The ACE Review
Although an Arts Council England spokesman denied it, there is no doubt that Genista McIntosh’s review of ACE’s latest funding round was prompted by the furore which it sparked. Indeed Alan Davey said in February that he would bring in an “external eye” to take a look at what could be learned and Baroness McIntosh is that eye.
He said then, “This is the first time that the arts council, as a single body, has led a single, integrated investment strategy for our regularly funded organisations. As a learning organisation it is important we now review that process in detail, establish what worked well and what improvements can be made next time. An external perspective on this is vital.”
As a member of the House of Lords (she is a Labour life peer) who has worked in senior positions at the RSC, the National and the Royal Opera House, as well as being a former Principal of the Guildhall School of Music and Drama, she is well qualified to do the job and has the political clout not to be ignored. Her previous review pulled no punches in her assessment of the relationship between ACE and the DCMS and she expressed concern about the disbanding of the Arts Panels, although she did accept the reasoning behind it.
This disbanding is a move which has come back to haunt the organisation, as many of us thought it would at the time. If peer review (which is what some commentators have called McIntosh’s task) is appropriate for ACE, then it is surely appropriate for its clients. One suspects that, had the arts panels or something similar existed over the past few months, then certainly some of the more stupid initial mistakes (the cutting of the grant to the Bush, for example) would never have been made.
The reaction of ACE to the anger that was unleashed bore all the signs of bureaucrats rushing to cover their arses and the comment of the spokesman, that it had always intended to conduct a review of the funding process, reinforces that interpretation.

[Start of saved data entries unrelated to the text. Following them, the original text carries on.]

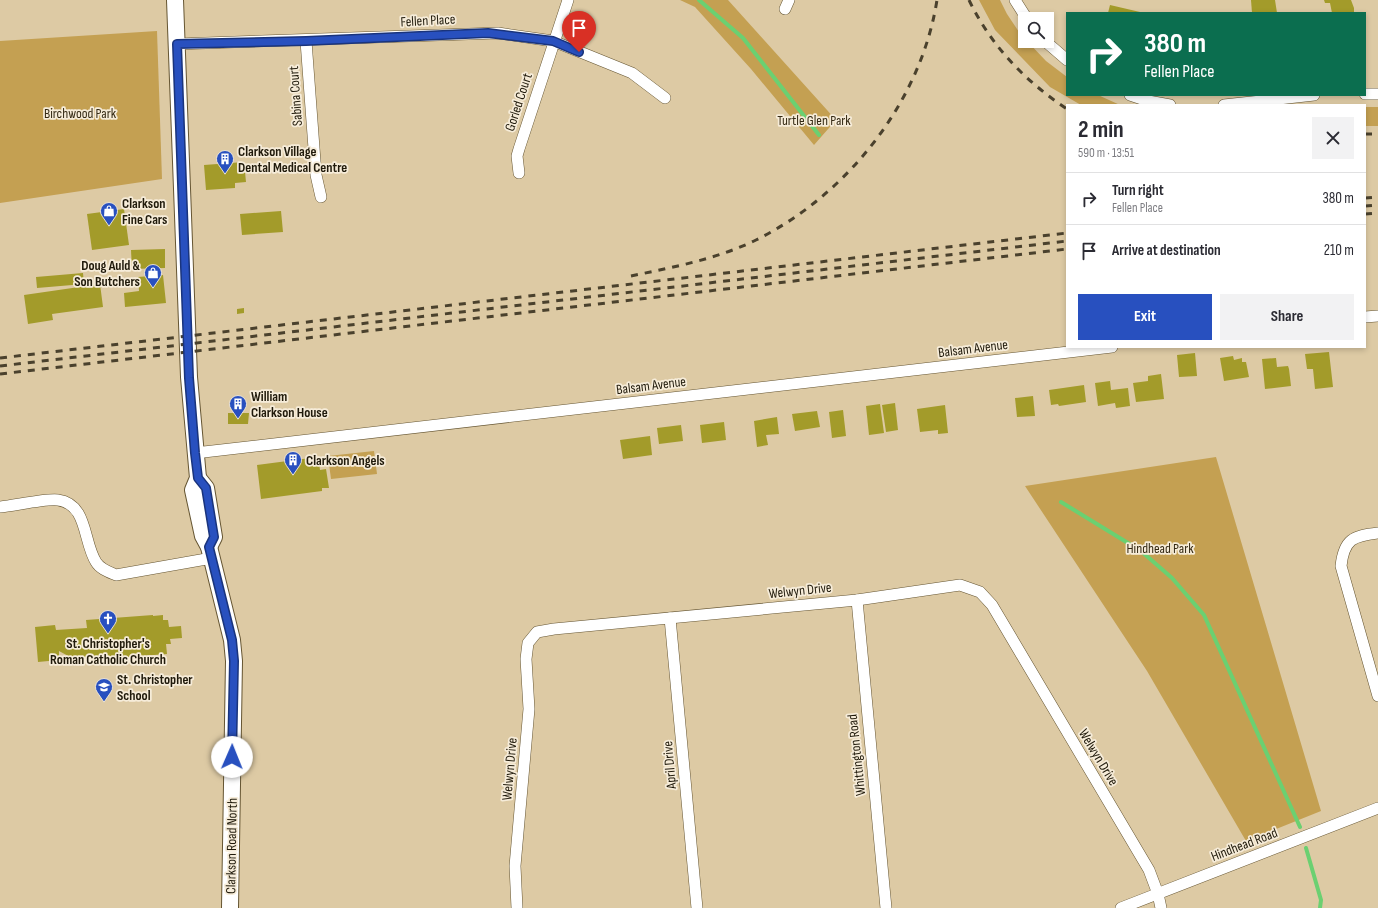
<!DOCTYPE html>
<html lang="en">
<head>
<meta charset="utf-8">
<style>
  :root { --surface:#fff; --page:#f2f2f3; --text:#2b2b33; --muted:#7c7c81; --line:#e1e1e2; --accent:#2850bf }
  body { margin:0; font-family:"Sofia Sans Condensed",sans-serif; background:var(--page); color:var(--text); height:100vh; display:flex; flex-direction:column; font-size:15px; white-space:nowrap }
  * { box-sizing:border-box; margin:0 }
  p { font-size:13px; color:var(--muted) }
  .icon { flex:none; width:22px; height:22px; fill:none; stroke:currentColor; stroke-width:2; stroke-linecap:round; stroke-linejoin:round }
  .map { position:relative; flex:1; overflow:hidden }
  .panel { position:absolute; left:1066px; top:104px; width:300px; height:244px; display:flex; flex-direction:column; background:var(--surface); border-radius:0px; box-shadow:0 2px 6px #0003 }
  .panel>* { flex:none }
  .top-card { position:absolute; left:1066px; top:12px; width:300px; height:84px; border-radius:0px; box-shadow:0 2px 6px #0003; background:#0b6e4f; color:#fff; overflow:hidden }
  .tools { position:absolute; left:1018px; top:12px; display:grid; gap:8px }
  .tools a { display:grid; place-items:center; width:36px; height:36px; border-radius:0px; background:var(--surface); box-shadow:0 2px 6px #0003; font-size:20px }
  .pin { position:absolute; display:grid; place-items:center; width:34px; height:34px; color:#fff; margin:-41px -17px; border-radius:50% 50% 50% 0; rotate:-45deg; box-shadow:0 0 4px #0007 }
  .pin .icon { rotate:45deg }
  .me { position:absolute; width:44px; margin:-22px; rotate:1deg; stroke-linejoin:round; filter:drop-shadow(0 0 3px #0008) }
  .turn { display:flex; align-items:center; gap:14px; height:84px; padding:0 12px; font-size:18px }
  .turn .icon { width:52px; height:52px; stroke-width:2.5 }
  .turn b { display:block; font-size:28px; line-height:34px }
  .round { display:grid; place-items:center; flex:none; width:42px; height:42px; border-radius:0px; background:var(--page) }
  .overview { display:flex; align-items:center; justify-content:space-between; height:68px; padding:0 12px }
  h1 { font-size:24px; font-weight:700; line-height:30px }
  .action { display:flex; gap:8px; margin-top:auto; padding:8px 12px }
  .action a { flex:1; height:46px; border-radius:0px; background:var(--accent); color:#fff; font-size:16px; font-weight:700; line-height:46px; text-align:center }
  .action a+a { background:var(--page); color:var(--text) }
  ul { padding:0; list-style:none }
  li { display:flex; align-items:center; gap:12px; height:52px; padding:0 12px; border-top:1px solid var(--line) }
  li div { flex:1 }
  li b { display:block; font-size:15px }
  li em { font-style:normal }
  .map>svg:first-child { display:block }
</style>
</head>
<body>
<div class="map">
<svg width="1378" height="908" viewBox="0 0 1378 908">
  <rect width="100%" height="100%" fill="#ddcaa4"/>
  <g fill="#c4a052">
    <path d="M680 0H728L836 120 814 145 751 69 695 7Z"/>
    <path d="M979 0H1000L1007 14 1025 41H1027L1046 61 1067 77V95H1098L1120 105H1081L1050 87 995 30Z"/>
    <path d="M157 31 162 179 0 203V41Z"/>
    <rect x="1365" y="107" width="13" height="19"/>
    <path d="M374 451 377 474 331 479 328 456Z"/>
    <path d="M1216 457 1321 811 1246 841 1147 671 1025 486Z"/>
  </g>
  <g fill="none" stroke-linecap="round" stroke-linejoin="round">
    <g stroke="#6bd071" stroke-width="4">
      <path d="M699 0 743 38 819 135"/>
      <path d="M1061 502 1141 551 1172 578 1204 615 1300 827"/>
      <path d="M1306 848 1321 900 1320 908"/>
    </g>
  </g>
  <g fill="#a39b2a">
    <path d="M1251 0H1275L1277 13H1252Z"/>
    <path d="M1324 0H1351L1354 8V13H1332L1330 3H1325Z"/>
    <path d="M1110 5 1140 12V13H1108Z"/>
    <path d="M244 162 246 182 235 183V188L206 190 204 165Z"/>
    <path d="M124 209 129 245 92 250 87 214Z"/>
    <path d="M281 211 283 232 242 235 240 214Z"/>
    <path d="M165 249V268L132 269 131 250Z"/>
    <path d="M83 273 84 284 37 288 36 277Z"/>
    <path d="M163 275 166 303 125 307 124 293 139 291 138 277Z"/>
    <path d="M100 284 103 307 52 314 53 320 28 324 24 295Z"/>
    <path d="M244 308V313L237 314V309Z"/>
    <path d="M1329 352 1333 387 1315 389 1313 369H1307L1305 354Z"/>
    <path d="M1195 353 1197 376 1179 377 1177 355Z"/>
    <path d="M1233 356 1234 360 1242 358V362H1246L1249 377 1224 381 1220 358Z"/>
    <path d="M1276 358 1277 367 1288 366 1289 369 1291 386 1265 389 1262 359Z"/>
    <path d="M1161 374 1164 399 1136 402 1133 383 1148 381V376Z"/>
    <path d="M1110 381 1111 390 1128 388 1130 406 1116 408 1115 403 1098 406 1095 383Z"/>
    <path d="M1084 385 1086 402 1059 406 1058 404 1051 405 1049 390Z"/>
    <path d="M1033 396 1035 416 1017 417 1015 398Z"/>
    <path d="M895 403 898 430 886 432 882 405Z"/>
    <path d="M880 404 884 433 869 435 866 406Z"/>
    <path d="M945 405 948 433 938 434V430L920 432 917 409Z"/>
    <path d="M843 410 846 436 832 438 829 412Z"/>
    <path d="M817 411 820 427 795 431 792 414Z"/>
    <path d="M228 413H249L248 424H228Z"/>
    <path d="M777 417 779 434 766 435 768 445 757 447 754 421Z"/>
    <path d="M724 422 726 440 702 443 700 425Z"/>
    <path d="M681 425 683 441 659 444 657 428Z"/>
    <path d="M650 436 652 455 623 459 620 440Z"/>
    <path d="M318 457 320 470 326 469 329 488H322V491L261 499 257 465Z"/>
    <path d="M153 615V616L163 615V620H168L169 627 181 626 182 638 170 639 171 644H166L167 654 89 660 88 657 72 658 59 651V660L38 662 35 627 55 625 56 630 87 628 86 620Z"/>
  </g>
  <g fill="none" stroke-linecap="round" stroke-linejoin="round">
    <defs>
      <g id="street">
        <path d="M1015 0 1027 19"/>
        <path d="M785 9 789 0"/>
        <path d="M306 41 316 175 321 197"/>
        <path d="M1045 41 1067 60"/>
        <path d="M177 44 498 33 553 41 632 73 665 98"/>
        <path d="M1365 94H1378"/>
        <path d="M1130 95 1148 101 1170 105"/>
        <path d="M1224 105 1314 95"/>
        <path d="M519 173 517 156 519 149 568 0"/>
        <path d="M1365 317 1378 316"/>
        <path d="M195 453 1112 347"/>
        <path d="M0 507C13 506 47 498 58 500 88 504 83 542 96 562 100 569 109 572 116 575L212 558"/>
        <path d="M1378 533C1353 536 1344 539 1341 566L1378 696"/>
        <path d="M857 600 886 908"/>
        <path d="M670 618 697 908"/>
        <path d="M517 908 515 866 529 709 526 659 528 643 537 632 554 629 857 600 960 585 980 592 992 605 1149 870 1158 894 1161 908"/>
        <path d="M1121 908 1378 808"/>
      </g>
      <g id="secondary">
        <path d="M175 0 189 377 198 478 193 490 203 536 209 547 232 640 234 661 230 908"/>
        <path d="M198 478 206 488 214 537 209 547"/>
      </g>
    </defs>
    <use href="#street" stroke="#655532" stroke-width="12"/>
    <use href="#secondary" stroke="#655532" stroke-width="18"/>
    <use href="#street" stroke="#fff" stroke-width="11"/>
    <use href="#secondary" stroke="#fff" stroke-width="16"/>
    <g stroke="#4a412d" stroke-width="3" stroke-dasharray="7 7" stroke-linecap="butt">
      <path d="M969 0C991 46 1025 81 1067 109"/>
      <path d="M1365 134H1378"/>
      <path d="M1365 198 1378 197"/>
      <path d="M1365 206 1378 205"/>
      <path d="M1365 214 1378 213"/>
      <path d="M631 276C674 267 717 259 756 240 847 195 921 102 937 0"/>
      <path d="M0 358 1067 233"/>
      <path d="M0 366 1067 241"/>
      <path d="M0 374 1067 249"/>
    </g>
  </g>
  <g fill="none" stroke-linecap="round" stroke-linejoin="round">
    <defs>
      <path id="route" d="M232 757 234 661 232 640 209 547 214 537 206 488 198 478 195 453 189 378 177 44 306 41 488 33 553 41 579 52"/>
    </defs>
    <use href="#route" stroke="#1a347c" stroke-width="10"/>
    <use href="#route" stroke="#2850bf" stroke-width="7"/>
  </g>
  <defs>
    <symbol id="building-pin" viewBox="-11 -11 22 30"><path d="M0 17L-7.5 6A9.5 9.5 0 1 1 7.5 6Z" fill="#2850bf" stroke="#f6ecd9"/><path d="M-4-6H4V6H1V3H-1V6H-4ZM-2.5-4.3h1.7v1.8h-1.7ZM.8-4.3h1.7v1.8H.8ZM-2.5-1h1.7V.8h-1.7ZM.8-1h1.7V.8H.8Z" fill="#fff"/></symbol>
    <symbol id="shop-pin" viewBox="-11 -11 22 30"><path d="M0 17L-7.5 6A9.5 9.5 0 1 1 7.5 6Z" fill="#2850bf" stroke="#f6ecd9"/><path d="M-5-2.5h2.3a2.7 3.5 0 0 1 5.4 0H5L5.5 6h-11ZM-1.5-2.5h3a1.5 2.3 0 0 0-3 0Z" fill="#fff"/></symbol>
    <symbol id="church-pin" viewBox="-11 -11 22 30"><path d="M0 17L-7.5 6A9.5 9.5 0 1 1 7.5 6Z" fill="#2850bf" stroke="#f6ecd9"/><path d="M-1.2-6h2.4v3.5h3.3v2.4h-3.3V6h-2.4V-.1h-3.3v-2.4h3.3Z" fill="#fff"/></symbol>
    <symbol id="school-pin" viewBox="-11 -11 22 30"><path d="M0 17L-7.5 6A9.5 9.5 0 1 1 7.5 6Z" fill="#2850bf" stroke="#f6ecd9"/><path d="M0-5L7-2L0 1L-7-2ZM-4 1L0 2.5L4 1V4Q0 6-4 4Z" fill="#fff"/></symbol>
  </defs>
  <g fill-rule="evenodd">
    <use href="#building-pin" x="215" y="149" width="20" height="27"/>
    <use href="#shop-pin" x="99" y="201" width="20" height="27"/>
    <use href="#shop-pin" x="143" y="263" width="20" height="27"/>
    <use href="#building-pin" x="228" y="394" width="20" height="27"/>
    <use href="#building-pin" x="283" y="450" width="20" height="27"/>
    <use href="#church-pin" x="98" y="609" width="20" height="27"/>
    <use href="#school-pin" x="94" y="677" width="20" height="27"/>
  </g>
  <g text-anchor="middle" stroke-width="3.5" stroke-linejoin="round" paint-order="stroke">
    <g font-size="14" fill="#201a0b" stroke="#f6ecd9">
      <text transform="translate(428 20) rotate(-3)" y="5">Fellen Place</text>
      <text transform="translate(295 96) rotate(-94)" y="5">Sabina Court</text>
      <text transform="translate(518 102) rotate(-72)" y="5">Gorled Court</text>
      <text transform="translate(973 348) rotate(-7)" y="5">Balsam Avenue</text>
      <text transform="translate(651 385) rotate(-7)" y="5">Balsam Avenue</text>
      <text transform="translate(800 590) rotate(-6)" y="5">Welwyn Drive</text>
      <text transform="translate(856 755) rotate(-96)" y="5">Whittington Road</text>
      <text transform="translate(1099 757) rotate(59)" y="5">Welwyn Drive</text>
      <text transform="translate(669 765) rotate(-95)" y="5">April Drive</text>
      <text transform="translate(509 769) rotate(-85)" y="5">Welwyn Drive</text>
      <text transform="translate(1244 844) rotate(-21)" y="5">Hindhead Road</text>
      <text transform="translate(231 846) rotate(-89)" y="5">Clarkson Road North</text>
    </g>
    <g font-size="14" fill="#342913" stroke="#f6ecd9">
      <text x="80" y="118">Birchwood Park</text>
      <text x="814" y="125">Turtle Glen Park</text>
      <text x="1160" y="553">Hindhead Park</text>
    </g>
    <g font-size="14" font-weight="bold" fill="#201a0b" stroke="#f6ecd9" text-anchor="start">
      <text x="238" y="156">Clarkson Village<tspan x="238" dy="16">Dental Medical Centre</tspan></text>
      <text x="122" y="208">Clarkson<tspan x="122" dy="16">Fine Cars</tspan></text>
      <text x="140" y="270" text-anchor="end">Doug Auld &amp;<tspan x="140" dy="16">Son Butchers</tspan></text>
      <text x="251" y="401">William<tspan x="251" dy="16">Clarkson House</tspan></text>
      <text x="306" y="465">Clarkson Angels</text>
      <text x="108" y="648" text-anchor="middle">St. Christopher's<tspan x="108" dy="16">Roman Catholic Church</tspan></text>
      <text x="117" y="684">St. Christopher<tspan x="117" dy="16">School</tspan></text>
    </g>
  </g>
</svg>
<div class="tools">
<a><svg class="icon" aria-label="search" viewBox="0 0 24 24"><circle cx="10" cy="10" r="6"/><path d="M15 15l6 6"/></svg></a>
</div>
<div class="pin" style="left:579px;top:52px;background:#d93025"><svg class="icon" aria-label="arrive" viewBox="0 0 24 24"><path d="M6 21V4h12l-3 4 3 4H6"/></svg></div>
<svg class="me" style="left:232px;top:757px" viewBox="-20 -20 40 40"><circle r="19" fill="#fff"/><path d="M0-13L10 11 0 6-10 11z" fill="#2850bf"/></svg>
<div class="top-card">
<div class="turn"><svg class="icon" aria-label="right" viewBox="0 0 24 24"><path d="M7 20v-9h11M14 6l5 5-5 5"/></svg><div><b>380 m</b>Fellen Place</div></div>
</div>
<section class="panel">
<div class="overview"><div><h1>2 min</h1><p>590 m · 13:51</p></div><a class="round"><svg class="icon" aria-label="close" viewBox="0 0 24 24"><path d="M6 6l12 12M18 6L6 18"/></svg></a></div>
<ul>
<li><svg class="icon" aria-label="right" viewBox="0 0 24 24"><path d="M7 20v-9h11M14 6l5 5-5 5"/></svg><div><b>Turn right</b><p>Fellen Place</p></div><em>380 m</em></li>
<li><svg class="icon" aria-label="arrive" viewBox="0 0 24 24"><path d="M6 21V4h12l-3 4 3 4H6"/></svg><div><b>Arrive at destination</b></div><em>210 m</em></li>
</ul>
<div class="action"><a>Exit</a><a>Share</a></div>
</section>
</div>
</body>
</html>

Bureaucracy and the arts don’t sit well together. Bureaucrats like things neat and tidy, with boxes that can be ticked and priorities that can be itemised and met, but the arts simply don’t work that way. Trying to straitjacket the arts thus leads to the sort of thing that we saw from “Soviet Realism” - although even there the greatest artists managed to make fools of the aparatchiks.
One hopes that Baroness McIntosh will show that the pursuit of excellence demanded by Brian McMaster’s report cannot be successful if it is weighed down by the dead hand of bureaucracy and that Alan Davey will learn from the mistakes of his predecessor and let the Council be arts- rather than admin-led, and that it is truly a “learning organisation”.